● **PROVIDED DATA**
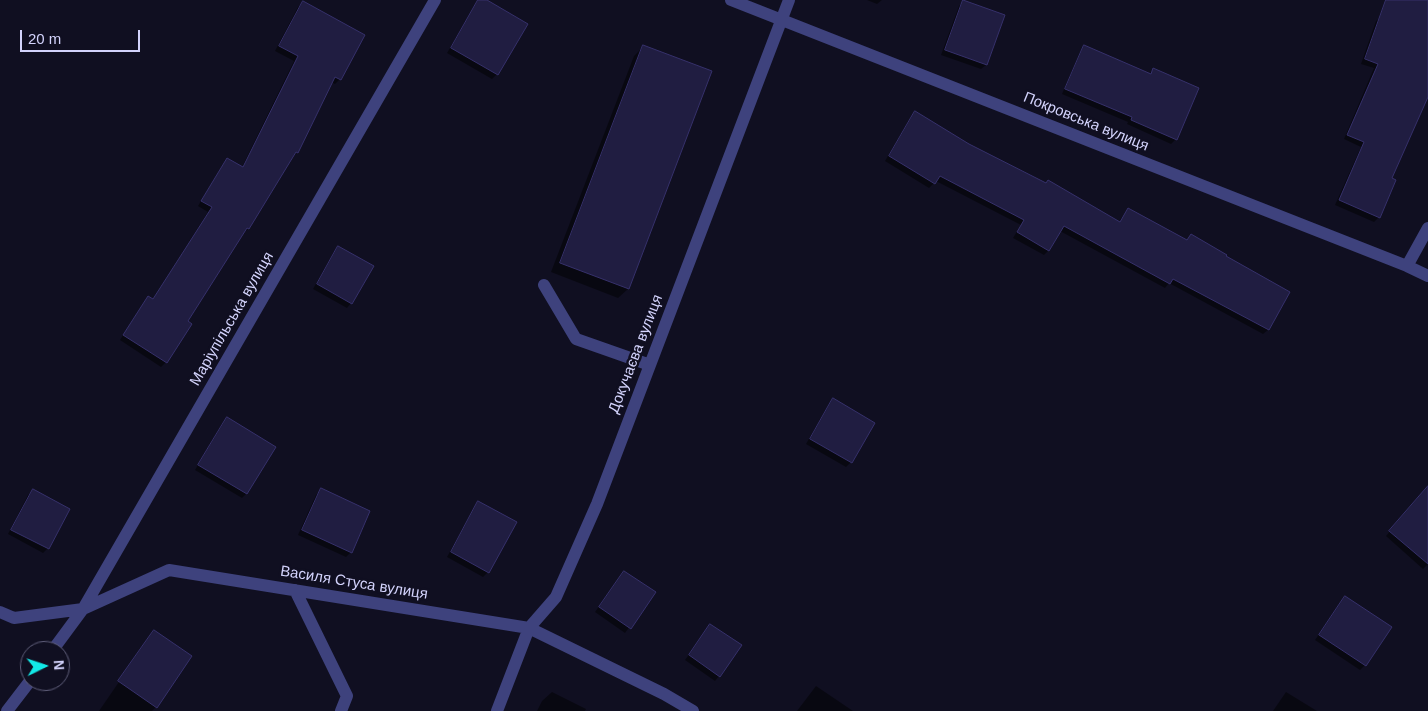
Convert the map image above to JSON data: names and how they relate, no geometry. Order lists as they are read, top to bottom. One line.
{"streets":{"street":["Покровська вулиця","Маріупільська вулиця","Докучаєва вулиця","Василя Стуса вулиця"]},"crossings":[["Покровська вулиця","Докучаєва вулиця"],["Маріупільська вулиця","Василя Стуса вулиця"],["Докучаєва вулиця","Василя Стуса вулиця"]],"scale_bar":"20 m","north":"right"}
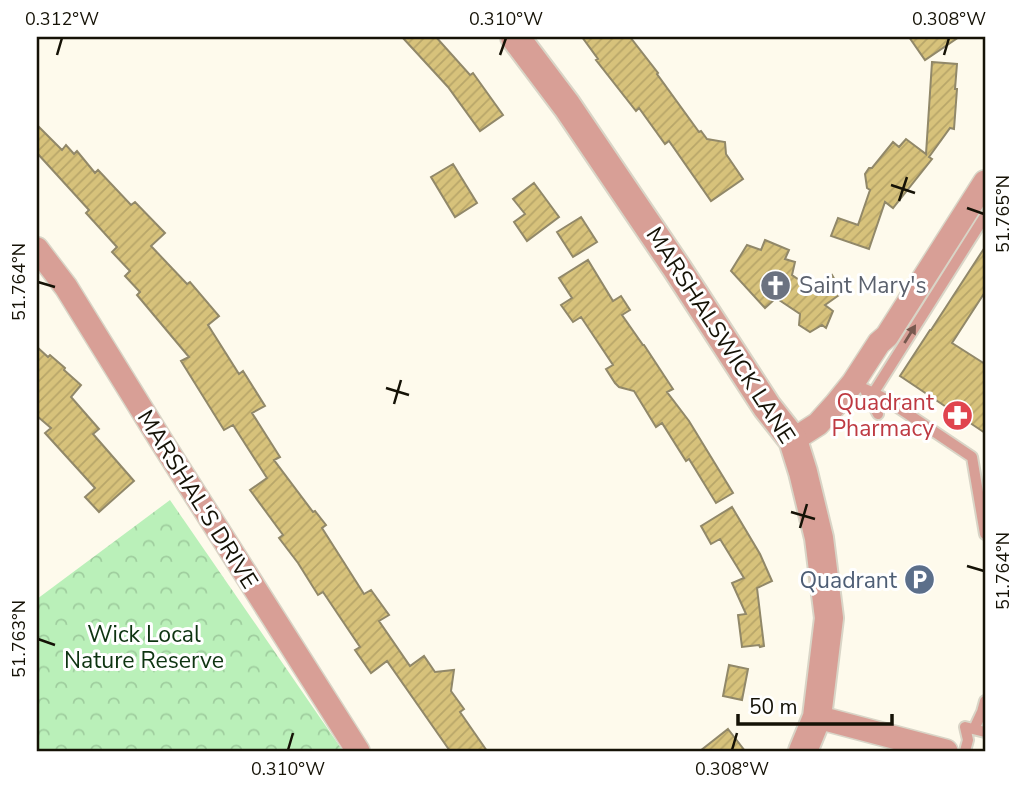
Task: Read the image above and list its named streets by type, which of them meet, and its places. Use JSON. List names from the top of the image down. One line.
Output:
{"streets":{"street":["MARSHALSWICK LANE","MARSHAL'S DRIVE"]},"parks":["Wick Local Nature Reserve"],"places":{"church":["Saint Mary's"],"pharmacy":["Quadrant Pharmacy"],"parking":["Quadrant"]},"scale_bar":"50 m","coordinates":["0.312°W","0.310°W","0.308°W","51.765°N","51.764°N","51.763°N"]}
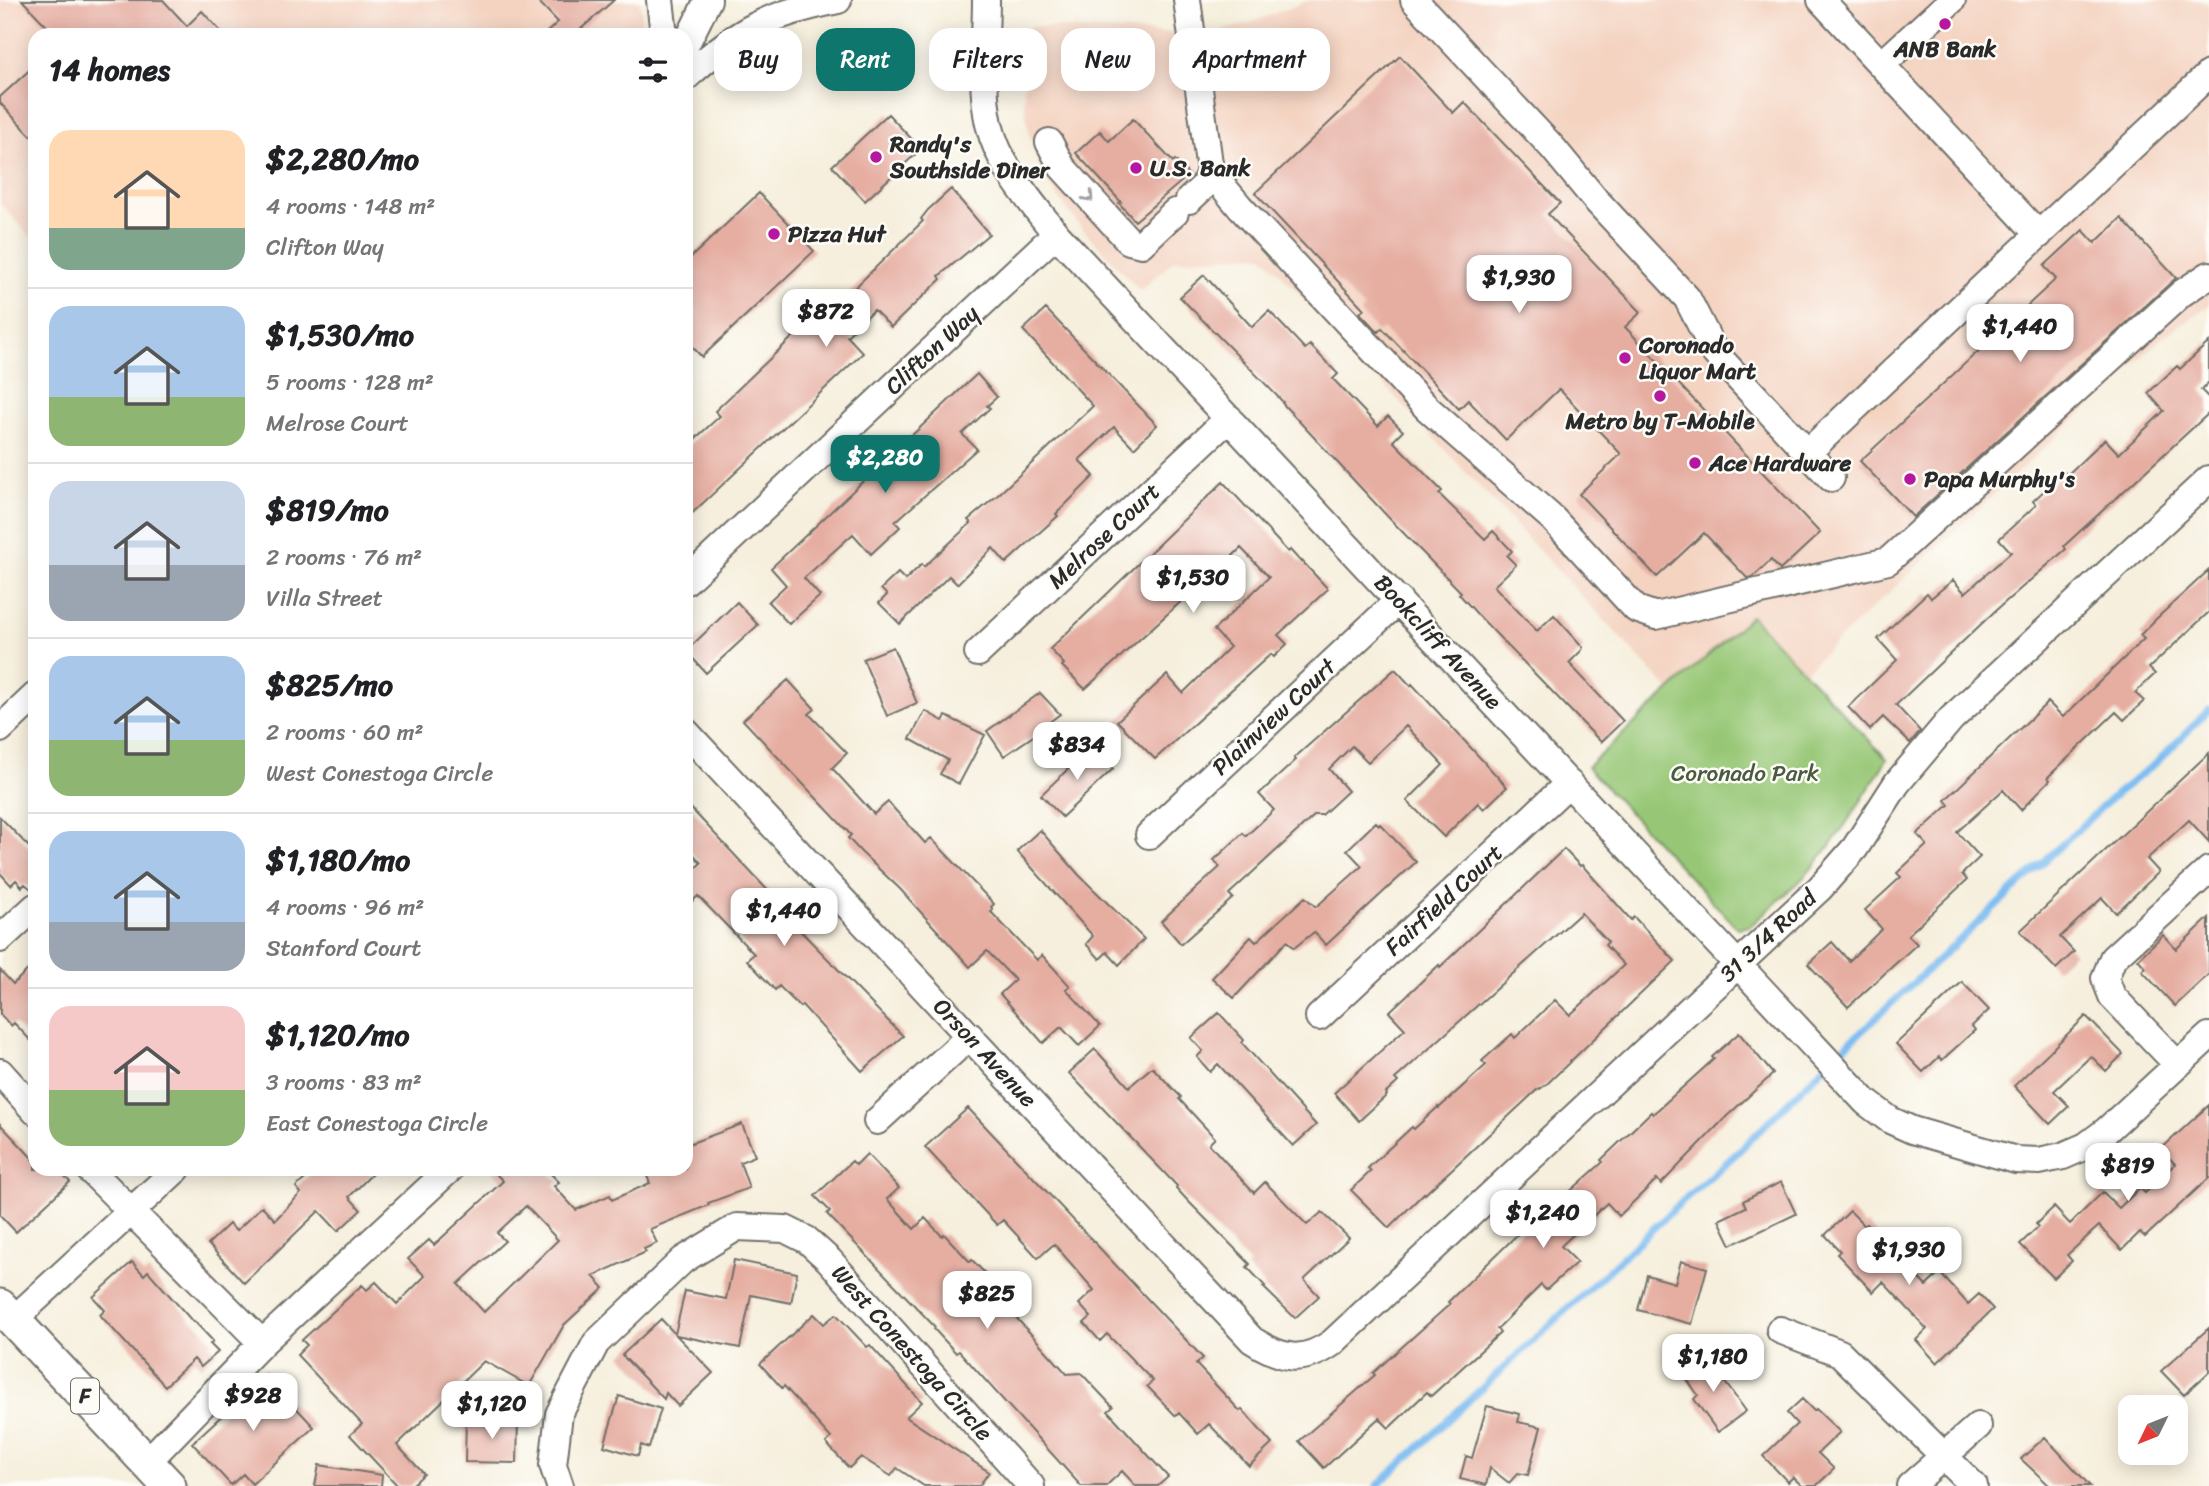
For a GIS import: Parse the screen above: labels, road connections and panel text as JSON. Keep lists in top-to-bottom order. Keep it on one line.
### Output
{"streets":{"main road":["F"],"street":["Clifton Way","Melrose Court","Bookcliff Avenue","Plainview Court","Fairfield Court","31 3/4 Road","Orson Avenue","West Conestoga Circle"]},"crossings":[["Clifton Way","Bookcliff Avenue"],["Melrose Court","Bookcliff Avenue"],["Bookcliff Avenue","Plainview Court"],["Bookcliff Avenue","Fairfield Court"],["Bookcliff Avenue","31 3/4 Road"],["31 3/4 Road","Orson Avenue"]],"parks":["Coronado Park"],"places":["ANB Bank","Randy's Southside Diner","U.S. Bank","Pizza Hut","Coronado Liquor Mart","Metro by T-Mobile","Ace Hardware","Papa Murphy's"],"north":"bottom left","page":{"chip":["Buy","Rent","Filters","New","Apartment"],"heading":"14 homes","list":[{"name":"$2,280/mo","note":"4 rooms · 148 m² · Clifton Way"},{"name":"$1,530/mo","note":"5 rooms · 128 m² · Melrose Court"},{"name":"$819/mo","note":"2 rooms · 76 m² · Villa Street"},{"name":"$825/mo","note":"2 rooms · 60 m² · West Conestoga Circle"},{"name":"$1,180/mo","note":"4 rooms · 96 m² · Stanford Court"},{"name":"$1,120/mo","note":"3 rooms · 83 m² · East Conestoga Circle"}],"price":["$1,930","$872","$1,440","$2,280","$1,530","$834","$1,440","$819","$1,240","$1,930","$825","$1,180","$928","$1,120"]}}
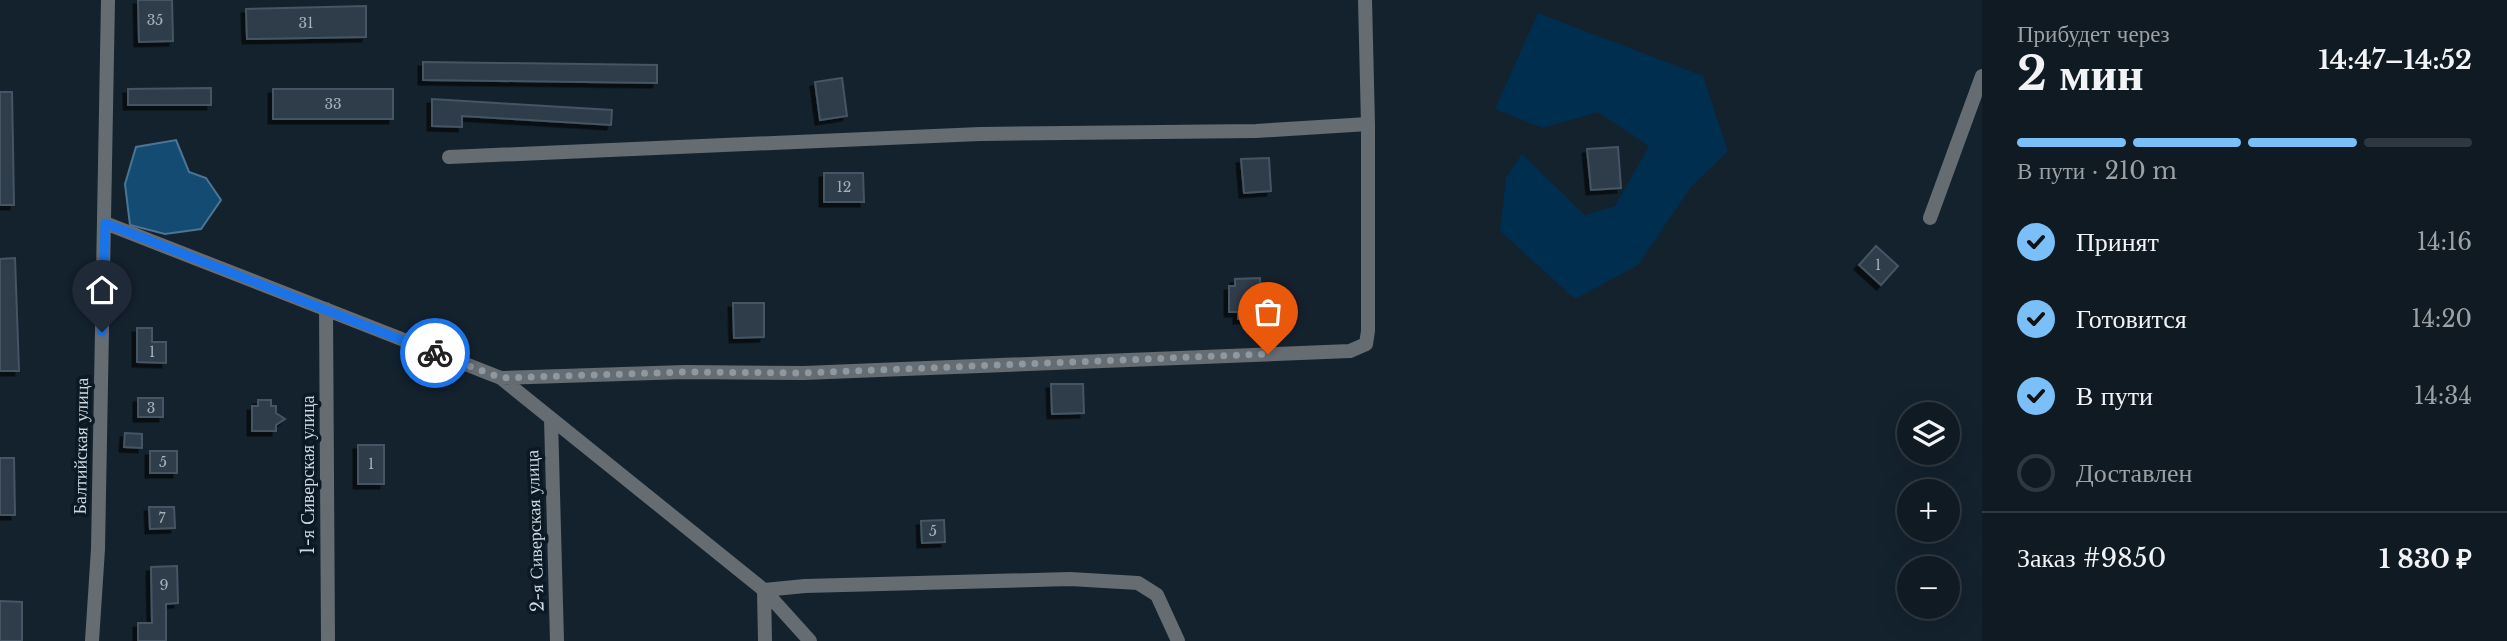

● **PROBLEM DESCRIPTION**
From the records above, copy only the lines running from the line containing "Task: Read the" to the line containing "For a GIS import: Parse", both ends included. Leave the pictures out.

● **SOLUTION TO THIS EXERCISE**
Task: Read the image above and list its named streets by type, which of them meet, and its places. Use JSON. List names from the top of the image down. One line.
Output:
{"streets":{"street":["MARSHALSWICK LANE","MARSHAL'S DRIVE"]},"parks":["Wick Local Nature Reserve"],"places":{"church":["Saint Mary's"],"pharmacy":["Quadrant Pharmacy"],"parking":["Quadrant"]},"scale_bar":"50 m","coordinates":["0.312°W","0.310°W","0.308°W","51.765°N","51.764°N","51.763°N"]}
For a GIS import: Parse the screen above: labels, road connections and panel text as JSON. Keep lists in top-to-bottom order. Keep it on one line.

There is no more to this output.